Of course, this is an epistolary novel but that’s like saying that The Sot-Weed Factor is an eighteenth century romance. Seven people write the letters – Jacob Horner from The End of the Road, Todd Andrews from The Floating Opera, Ambrose Mensch from Lost in the Funhouse, Andrew Burlingame Cook VI, descendant of Henry Burlingame of The Sot-Weed Factor, Jerome Bonaparte Bray, descendant of Harold Bray of Giles Goat-Boy, Germaine Pitt, Lady Amherst, Acting Provost of Marshyhope State University in Maryland and the author himself. Of course, those that appeared in the earlier novels have aged.

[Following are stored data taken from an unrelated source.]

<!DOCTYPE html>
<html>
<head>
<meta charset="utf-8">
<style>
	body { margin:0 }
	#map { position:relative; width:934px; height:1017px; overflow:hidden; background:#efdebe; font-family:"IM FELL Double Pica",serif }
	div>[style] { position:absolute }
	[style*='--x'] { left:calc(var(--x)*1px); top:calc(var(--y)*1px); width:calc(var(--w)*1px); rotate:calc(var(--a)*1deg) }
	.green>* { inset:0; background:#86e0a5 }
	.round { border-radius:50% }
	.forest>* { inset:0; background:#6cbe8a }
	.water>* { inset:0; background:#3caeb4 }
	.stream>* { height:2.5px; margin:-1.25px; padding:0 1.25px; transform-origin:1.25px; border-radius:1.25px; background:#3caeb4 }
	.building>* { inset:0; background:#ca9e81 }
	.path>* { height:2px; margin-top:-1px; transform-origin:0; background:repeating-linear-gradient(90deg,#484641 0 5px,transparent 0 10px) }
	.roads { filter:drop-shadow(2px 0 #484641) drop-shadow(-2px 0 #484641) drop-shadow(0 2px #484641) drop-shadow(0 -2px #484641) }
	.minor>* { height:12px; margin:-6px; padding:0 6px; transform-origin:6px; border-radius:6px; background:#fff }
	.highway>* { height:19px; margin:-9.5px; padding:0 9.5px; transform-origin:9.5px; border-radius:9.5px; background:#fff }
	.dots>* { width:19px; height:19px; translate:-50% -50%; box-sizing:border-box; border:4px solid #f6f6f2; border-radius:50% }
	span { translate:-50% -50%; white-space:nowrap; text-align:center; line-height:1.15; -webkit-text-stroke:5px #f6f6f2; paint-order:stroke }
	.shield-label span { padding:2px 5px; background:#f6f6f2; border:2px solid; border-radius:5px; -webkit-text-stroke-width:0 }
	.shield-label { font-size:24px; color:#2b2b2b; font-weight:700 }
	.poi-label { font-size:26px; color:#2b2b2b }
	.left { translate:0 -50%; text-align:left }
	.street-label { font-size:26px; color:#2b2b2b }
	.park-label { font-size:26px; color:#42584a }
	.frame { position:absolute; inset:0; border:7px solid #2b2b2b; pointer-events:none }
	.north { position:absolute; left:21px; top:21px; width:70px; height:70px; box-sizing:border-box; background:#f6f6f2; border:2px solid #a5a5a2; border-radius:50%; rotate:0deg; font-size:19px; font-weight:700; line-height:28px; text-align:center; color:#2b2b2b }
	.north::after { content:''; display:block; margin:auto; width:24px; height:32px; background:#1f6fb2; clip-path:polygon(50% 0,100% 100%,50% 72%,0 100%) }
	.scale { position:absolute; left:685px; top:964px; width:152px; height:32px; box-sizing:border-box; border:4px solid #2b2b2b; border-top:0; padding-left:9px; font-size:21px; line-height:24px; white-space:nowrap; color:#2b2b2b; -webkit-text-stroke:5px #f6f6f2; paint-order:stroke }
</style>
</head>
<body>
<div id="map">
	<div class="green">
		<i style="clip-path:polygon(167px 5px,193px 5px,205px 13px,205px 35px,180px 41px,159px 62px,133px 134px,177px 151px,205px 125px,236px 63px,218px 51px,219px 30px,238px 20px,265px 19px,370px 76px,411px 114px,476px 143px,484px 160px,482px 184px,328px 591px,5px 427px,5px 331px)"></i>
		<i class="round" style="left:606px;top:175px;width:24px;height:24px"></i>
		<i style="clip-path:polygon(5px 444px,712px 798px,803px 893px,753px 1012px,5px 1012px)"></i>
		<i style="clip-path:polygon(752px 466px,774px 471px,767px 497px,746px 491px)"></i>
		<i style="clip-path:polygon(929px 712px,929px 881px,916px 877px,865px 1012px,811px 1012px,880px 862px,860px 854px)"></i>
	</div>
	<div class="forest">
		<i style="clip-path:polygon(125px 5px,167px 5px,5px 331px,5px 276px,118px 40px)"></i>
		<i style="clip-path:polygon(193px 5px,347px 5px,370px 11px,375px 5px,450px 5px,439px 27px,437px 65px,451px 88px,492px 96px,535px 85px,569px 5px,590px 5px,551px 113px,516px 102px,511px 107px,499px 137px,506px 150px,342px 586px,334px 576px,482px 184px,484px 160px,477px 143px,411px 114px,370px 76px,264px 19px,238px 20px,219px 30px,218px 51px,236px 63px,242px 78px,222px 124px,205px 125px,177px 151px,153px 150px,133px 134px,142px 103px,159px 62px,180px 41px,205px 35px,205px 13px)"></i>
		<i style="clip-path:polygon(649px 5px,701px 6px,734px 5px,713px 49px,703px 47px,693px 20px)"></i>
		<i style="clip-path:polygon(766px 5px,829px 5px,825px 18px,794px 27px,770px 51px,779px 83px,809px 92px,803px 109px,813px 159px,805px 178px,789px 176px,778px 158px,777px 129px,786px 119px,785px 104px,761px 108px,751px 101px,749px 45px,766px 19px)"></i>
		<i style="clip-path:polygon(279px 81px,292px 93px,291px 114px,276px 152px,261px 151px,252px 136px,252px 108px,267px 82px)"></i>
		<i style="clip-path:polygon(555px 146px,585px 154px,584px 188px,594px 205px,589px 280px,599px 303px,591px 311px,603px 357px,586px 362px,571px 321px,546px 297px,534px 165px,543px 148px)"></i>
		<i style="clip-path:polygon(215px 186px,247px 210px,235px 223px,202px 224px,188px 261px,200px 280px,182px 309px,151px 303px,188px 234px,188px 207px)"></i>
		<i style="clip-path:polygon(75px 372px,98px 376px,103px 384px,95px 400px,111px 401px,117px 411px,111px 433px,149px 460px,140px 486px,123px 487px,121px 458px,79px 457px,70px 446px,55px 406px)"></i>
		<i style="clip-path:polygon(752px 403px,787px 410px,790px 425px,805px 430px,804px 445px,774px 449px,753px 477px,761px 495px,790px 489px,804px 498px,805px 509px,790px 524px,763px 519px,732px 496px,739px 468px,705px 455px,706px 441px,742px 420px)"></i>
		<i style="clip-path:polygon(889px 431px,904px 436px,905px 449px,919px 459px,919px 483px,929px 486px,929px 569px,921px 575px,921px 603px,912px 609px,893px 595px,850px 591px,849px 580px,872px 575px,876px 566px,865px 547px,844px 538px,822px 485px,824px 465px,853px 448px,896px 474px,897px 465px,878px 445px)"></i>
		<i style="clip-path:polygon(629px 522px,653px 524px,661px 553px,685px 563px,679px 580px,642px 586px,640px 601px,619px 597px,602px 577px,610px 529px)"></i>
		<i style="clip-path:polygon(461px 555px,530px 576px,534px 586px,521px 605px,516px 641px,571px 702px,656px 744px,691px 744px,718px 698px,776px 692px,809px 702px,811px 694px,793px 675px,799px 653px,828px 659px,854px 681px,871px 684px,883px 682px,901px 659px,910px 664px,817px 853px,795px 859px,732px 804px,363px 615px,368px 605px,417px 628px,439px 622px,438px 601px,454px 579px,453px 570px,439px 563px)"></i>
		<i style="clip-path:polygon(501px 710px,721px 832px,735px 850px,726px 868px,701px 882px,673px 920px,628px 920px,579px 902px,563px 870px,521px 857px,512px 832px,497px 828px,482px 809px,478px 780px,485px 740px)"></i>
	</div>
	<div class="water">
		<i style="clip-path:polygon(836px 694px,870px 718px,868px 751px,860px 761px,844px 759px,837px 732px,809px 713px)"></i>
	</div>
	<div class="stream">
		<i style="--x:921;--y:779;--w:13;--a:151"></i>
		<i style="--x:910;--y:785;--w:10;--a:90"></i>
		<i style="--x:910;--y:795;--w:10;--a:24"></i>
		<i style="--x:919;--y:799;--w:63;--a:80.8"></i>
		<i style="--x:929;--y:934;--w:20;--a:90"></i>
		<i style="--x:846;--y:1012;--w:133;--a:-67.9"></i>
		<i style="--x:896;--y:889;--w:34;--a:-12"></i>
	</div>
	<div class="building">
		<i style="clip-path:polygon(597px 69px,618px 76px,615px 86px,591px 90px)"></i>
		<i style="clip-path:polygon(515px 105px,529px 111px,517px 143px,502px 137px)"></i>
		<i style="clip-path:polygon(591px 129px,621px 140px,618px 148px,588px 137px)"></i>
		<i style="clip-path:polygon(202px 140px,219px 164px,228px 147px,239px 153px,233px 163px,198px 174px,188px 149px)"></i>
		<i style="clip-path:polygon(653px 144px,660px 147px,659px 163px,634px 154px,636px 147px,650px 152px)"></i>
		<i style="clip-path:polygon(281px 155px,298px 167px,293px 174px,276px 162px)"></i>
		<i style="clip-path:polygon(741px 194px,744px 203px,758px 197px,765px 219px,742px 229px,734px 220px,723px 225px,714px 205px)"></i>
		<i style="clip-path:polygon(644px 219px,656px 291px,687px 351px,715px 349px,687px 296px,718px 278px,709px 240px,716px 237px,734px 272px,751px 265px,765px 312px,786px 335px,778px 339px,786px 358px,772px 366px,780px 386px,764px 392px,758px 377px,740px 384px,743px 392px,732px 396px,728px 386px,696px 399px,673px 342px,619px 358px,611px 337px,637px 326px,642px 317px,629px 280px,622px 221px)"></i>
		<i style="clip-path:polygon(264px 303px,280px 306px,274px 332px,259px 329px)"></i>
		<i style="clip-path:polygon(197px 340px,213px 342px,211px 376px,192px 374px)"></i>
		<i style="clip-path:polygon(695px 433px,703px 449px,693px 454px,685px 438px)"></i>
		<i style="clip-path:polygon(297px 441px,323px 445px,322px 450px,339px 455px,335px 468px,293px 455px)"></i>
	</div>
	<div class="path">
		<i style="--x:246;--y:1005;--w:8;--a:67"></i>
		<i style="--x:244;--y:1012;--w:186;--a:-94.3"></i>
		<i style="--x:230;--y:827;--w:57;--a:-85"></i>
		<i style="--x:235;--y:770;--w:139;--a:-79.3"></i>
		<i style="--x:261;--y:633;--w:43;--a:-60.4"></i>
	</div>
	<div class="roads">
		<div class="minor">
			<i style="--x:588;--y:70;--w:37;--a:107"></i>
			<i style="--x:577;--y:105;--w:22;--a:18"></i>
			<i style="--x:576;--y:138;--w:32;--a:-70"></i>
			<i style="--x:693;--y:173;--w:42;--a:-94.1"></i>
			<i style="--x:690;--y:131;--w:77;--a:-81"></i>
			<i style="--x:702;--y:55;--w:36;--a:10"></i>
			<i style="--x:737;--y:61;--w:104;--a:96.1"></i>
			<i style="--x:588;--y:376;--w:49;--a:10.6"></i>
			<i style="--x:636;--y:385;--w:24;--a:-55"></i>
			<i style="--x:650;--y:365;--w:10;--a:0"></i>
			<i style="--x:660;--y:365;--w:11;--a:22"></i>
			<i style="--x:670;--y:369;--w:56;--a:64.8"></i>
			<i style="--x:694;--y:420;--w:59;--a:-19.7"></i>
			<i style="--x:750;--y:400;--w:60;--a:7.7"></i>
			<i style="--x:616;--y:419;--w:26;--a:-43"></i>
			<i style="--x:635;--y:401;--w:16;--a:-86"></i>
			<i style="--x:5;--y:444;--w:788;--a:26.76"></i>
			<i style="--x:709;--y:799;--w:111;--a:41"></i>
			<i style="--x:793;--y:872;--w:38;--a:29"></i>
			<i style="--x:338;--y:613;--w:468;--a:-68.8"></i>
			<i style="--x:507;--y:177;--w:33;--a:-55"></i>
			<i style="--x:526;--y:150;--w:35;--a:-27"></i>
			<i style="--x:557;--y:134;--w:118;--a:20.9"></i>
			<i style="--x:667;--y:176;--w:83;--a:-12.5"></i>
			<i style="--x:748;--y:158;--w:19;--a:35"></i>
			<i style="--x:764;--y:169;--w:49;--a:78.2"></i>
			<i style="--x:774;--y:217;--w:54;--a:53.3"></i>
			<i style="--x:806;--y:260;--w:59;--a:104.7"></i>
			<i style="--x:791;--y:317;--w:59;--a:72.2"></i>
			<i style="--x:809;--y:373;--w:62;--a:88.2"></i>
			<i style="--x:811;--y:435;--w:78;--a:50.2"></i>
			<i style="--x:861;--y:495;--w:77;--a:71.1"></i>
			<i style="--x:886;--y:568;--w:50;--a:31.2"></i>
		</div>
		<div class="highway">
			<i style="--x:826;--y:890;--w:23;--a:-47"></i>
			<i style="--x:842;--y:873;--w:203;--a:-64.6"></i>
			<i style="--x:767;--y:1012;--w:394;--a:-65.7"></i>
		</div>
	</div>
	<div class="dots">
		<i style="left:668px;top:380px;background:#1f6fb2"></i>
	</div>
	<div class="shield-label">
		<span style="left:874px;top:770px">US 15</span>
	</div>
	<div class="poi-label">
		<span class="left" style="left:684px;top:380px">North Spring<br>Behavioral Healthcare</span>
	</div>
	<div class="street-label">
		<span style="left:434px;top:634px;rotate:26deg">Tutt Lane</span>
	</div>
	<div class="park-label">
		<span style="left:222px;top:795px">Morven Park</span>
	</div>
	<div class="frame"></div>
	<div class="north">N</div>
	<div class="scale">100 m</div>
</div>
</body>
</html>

But, unlike the epistolary novels of old, these characters, in good pomo fashion, are generally aware they are characters in a novel and not real people. Moreover, while these characters do write to one another, they also write to others – deceased parents, an unborn child, an unknown person who sent a blank message in a bottle. But what we get, emerging in fits and starts, with witty asides, ramblings on what is reality (and what is not), discussions of Barth’s earlier novels, including by the characters in them, is another complicated plot, involving the War of 1812, machinations at Marshyhope State University, the filming of a Barth novel, the usual sex and drugs and rock ‘n’ roll and all sorts of subterfuges, codes and intrigues. The poor characters – and they are both to be pitied and characters, not real people – struggle to find out what it is all about but, as in all Barth’s novels, there are no answers, only questions. Is there a code, a meaning, as Barth implies? Does the Burlingame family have the whole country sewn up in its intrigue? Is Mensch the archetypical hero, as he thinks? Will computers, history, bureaucracy save the world as the others believe. Hell, no. Or hell, yes. If you are looking for answers, neither you or the characters will find them here but if you want a riotous run through literature and history, then this is your novel.